When Maya Chadda was still Maya Kulkarni, an unmarried graduate student in New York City, she received a telephone call that was unusual but in no way indicative of the extraordinary events to come. Ravi Shankar, on tour in the US, was suddenly missing his tanpura player, who had fallen ill, so could she step in for a few concerts? Chadda could, fortunately—which is how, 40 years ago, she found herself on stage, in front of hundreds of thousands of people, at the century’s definitive rock-and-roll event: Woodstock.
“That’s right: Woodstock!" Chadda tells her students at William Patterson University today. Usually, there is then a spell of silence, as they wrestle with the image of their political science professor at a three-day, marijuana-clouded conclave of hippies. “Their jaws fall open. They cannot believe it," Chadda says. “But it’s a bit of a teaching strategy. It’s what I use to get them to interact with me as an individual, not as a professor."
Fortunately for Chadda’s pedagogy, she had known Shankar from her girlhood in Bombay, when she used to visit the Bhulabhai Desai Institute to learn Bharatanatyam. “M FHusain and Vasudeo Gaitonde used to have studios there, and Raviji had classes and rehearsals and stuff," Chadda remembers. “Then I came away to the United States to study, and Raviji was performing all over the place here. So even though I wasn’t part of his team, I had been a part of the dance and music world, and he had known me."
Chadda, a very sheltered 22 at the time, was uncertain at first if she should volunteer, if she would be able to sit with the requisite straight-backed elegance for two hours. Shankar offered a simple suggestion: Practise first. “So I did that,” Chadda says. “I was part of five or six performances, all on the east coast of the United States. I had very little knowledge of the popular music scene at the time, and even less knowledge that I was going to participate in something so historic.”
As the Shankar entourage drove towards Woodstock, Chadda was struck by the road’s gradual transformation into “something like a parking lot.” Thousands of people were converging on the town, many by foot, and Shankar’s car was soon mired in this swamp of humanity. “Somehow, Raviji’s agent got in touch with the organizers," she says. “So out of nowhere, this helicopter came, lifted us off the highway, and took us to our hotel.”
The Woodstock Music & Art Fair, as it was officially titled, was originally intended to be a ticketed event for 200,000 attendees. It turned free in a hurry when more than half a million people flooded the grounds of the dairy farm owned by the benevolent Max Yasgur. Beginning 15 August, over three intermittently rainy days, these many thousands packed into a muddy field to listen to 32 concerts—including Shankar’s, on the festival’s opening day.

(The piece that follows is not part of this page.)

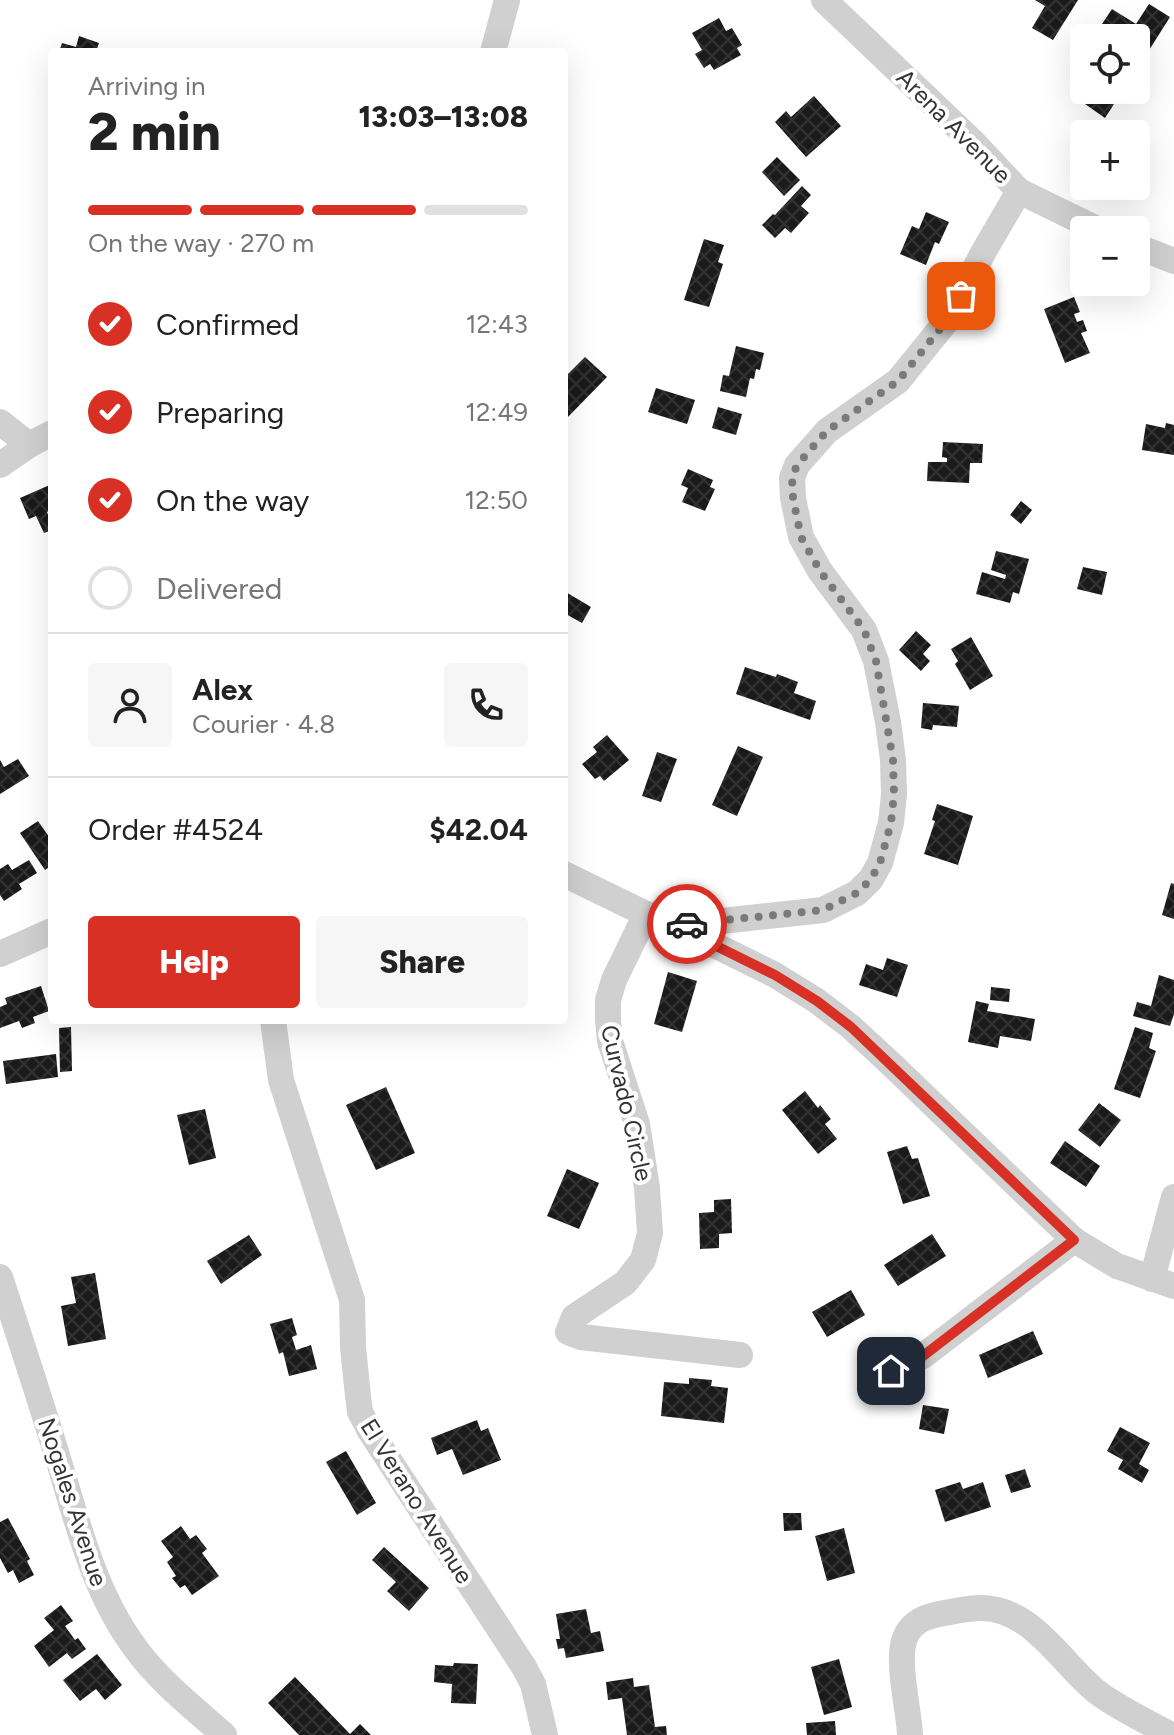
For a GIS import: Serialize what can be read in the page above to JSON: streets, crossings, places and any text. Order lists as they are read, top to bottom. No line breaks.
{"streets":{"street":["Arena Avenue","Curvado Circle","El Verano Avenue","Nogales Avenue"]},"page":{"map_buttons":["+","−"],"heading":["2 min","Arriving in","13:03–13:08"],"panel":["Alex","Courier · 4.8","Order #4524","$42.04"],"bar":"On the way · 270 m","list":[["Confirmed","12:43"],["Preparing","12:49"],["On the way","12:50"],"Delivered"],"buttons":["Help","Share"]}}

The morning of that day, a Friday, Shankar, Chadda and tabla maestro Allah Rakha huddled with other musicians in a shed, waiting for their helicopter. “There were chickens there, and this guy was chasing the chickens. Then in the helicopter, he sat in front of me and started pulling hair out of his chest," Chadda says. “I asked Raviji what was going on, and he said: ‘Pagal aadmi hai. Maja dekho.’ (He’s crazy. Just watch the fun)." She would later discover that the crazy man was Jimi Hendrix.

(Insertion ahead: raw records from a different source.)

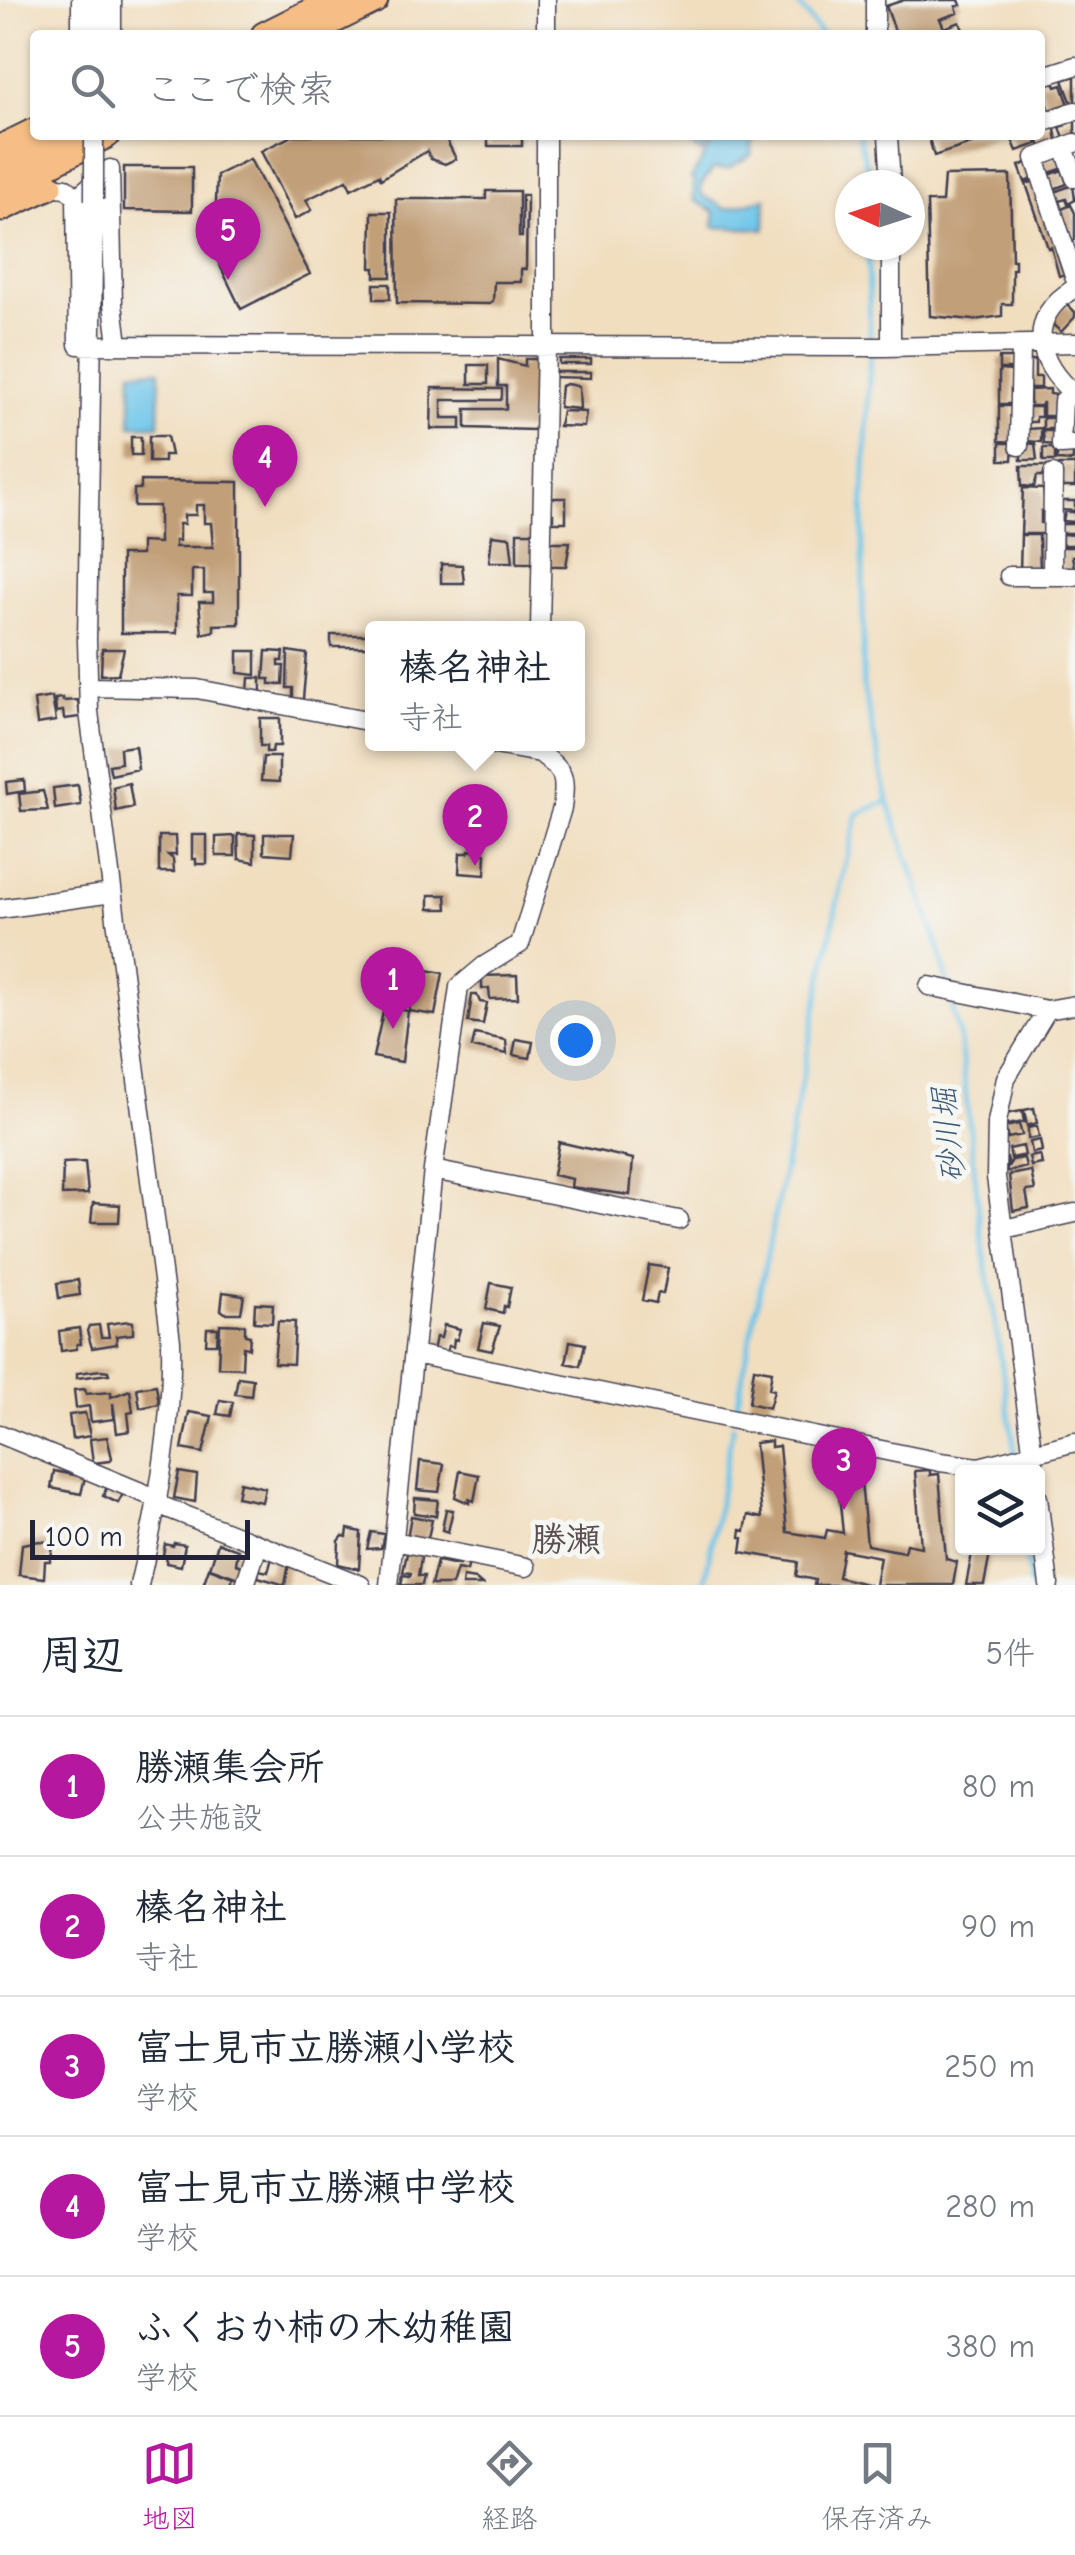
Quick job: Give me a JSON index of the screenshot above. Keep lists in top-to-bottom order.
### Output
{
  "districts": ["勝瀬"],
  "water": ["砂川堀"],
  "scale_bar": "100 m",
  "north": "left",
  "page": {
    "search": "ここで検索",
    "pins": [
      "5",
      "4",
      "2",
      "1",
      "3"
    ],
    "popup": ["榛名神社", "寺社"],
    "scale": "100 m",
    "heading": ["周辺", "5件"],
    "list": [
      {
        "mark": "1",
        "name": "勝瀬集会所",
        "note": "公共施設",
        "value": "80 m"
      },
      {
        "mark": "2",
        "name": "榛名神社",
        "note": "寺社",
        "value": "90 m"
      },
      {
        "mark": "3",
        "name": "富士見市立勝瀬小学校",
        "note": "学校",
        "value": "250 m"
      },
      {
        "mark": "4",
        "name": "富士見市立勝瀬中学校",
        "note": "学校",
        "value": "280 m"
      },
      {
        "mark": "5",
        "name": "ふくおか柿の木幼稚園",
        "note": "学校",
        "value": "380 m"
      }
    ],
    "nav": ["地図", "経路", "保存済み"]
  }
}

Backstage, the artists waited in a big, sweltering tent for their turn to go on stage; there was no water, and the festival was already behind schedule when Swami Satchidananda, a religious teacher, declared it open in the late afternoon. With little to do, Chadda wandered about the tent, not knowing a single musician, just content to stare at what she calls “the highest rank of bizarre I’d ever seen, in how they were dressed, the colours, the hair, the tattoos, everything.”

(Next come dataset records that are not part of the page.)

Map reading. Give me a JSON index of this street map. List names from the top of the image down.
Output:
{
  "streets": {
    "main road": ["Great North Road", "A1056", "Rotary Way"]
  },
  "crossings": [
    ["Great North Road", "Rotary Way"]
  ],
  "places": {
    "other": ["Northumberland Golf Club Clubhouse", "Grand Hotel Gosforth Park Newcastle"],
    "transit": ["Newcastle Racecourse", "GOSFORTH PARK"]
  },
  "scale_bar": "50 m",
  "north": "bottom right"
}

“It was very loud, and Raviji couldn’t really tune up because of the noise,” she says. “There was Janis Joplin backstage, and Joan Baez, who was just beautiful, with a serene face, singing really passionate songs about oppression. I could appreciate that—the words were clear, not like all the other singing that seemed so frenzied to me.”
It was 10pm, with rain in the night air, when Shankar’s troupe finally took the stage, to begin a five-piece set with the raga Purya Dhanashri. “I remember people looking a little confused but also knowing who he was and what he did,” says Tommy Maher, who was in the audience at Woodstock, and who is still so stricken with its spirit that he signs off his messages with a “Peace Always.” “I do remember the girl in the group, and I remember a lot of smiling from the whole group.”
Shankar and Allah Rakha played for an hour, virtually non-stop; one photograph from Woodstock, shot from the back of the stage, shows them bent over their instruments, outlined in light, as rain falls into their audience. “They were all listening in rapt attention, although I’m not sure if it was induced by marijuana or by the music,” Chadda says. “But it was received with a standing ovation—well, an ovation, since they were all standing anyway. Raviji that day was like God. Absolutely like God.”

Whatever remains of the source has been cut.